### Exercise description
Once the pictures are set aside, repeat all of the data below exactly.

### Given information

- Opening Delimiter -

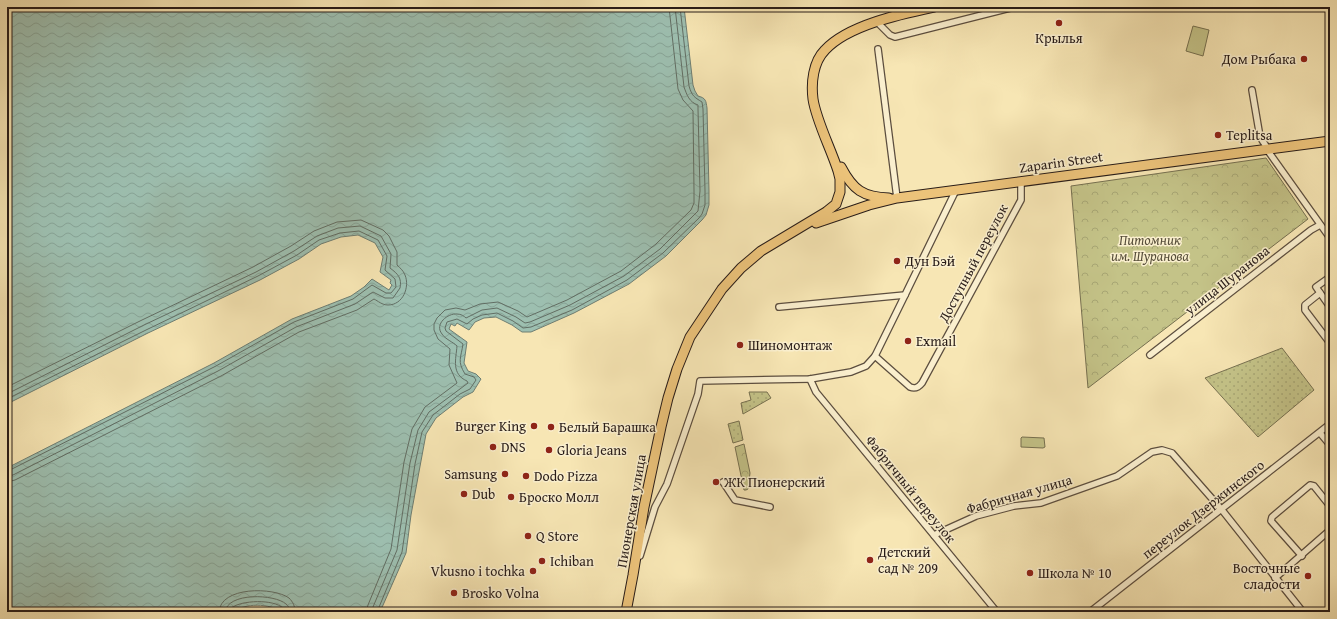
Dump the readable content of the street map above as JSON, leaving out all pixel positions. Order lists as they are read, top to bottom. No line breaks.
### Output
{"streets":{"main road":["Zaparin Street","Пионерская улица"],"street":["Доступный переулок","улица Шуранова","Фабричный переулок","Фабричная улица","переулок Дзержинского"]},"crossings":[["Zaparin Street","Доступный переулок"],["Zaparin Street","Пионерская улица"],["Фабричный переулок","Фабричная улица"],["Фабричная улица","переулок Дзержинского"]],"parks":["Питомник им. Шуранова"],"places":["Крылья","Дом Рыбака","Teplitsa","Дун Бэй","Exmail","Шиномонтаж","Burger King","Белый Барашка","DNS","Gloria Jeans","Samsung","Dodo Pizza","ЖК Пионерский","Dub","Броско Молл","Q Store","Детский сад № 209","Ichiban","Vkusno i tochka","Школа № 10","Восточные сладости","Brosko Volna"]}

- Closing Delimiter -

### Output of the task
Dump the readable content of the street map above as JSON, leaving out all pixel positions. Order lists as they are read, top to bottom. No line breaks.
### Output
{"streets":{"main road":["Zaparin Street","Пионерская улица"],"street":["Доступный переулок","улица Шуранова","Фабричный переулок","Фабричная улица","переулок Дзержинского"]},"crossings":[["Zaparin Street","Доступный переулок"],["Zaparin Street","Пионерская улица"],["Фабричный переулок","Фабричная улица"],["Фабричная улица","переулок Дзержинского"]],"parks":["Питомник им. Шуранова"],"places":["Крылья","Дом Рыбака","Teplitsa","Дун Бэй","Exmail","Шиномонтаж","Burger King","Белый Барашка","DNS","Gloria Jeans","Samsung","Dodo Pizza","ЖК Пионерский","Dub","Броско Молл","Q Store","Детский сад № 209","Ichiban","Vkusno i tochka","Школа № 10","Восточные сладости","Brosko Volna"]}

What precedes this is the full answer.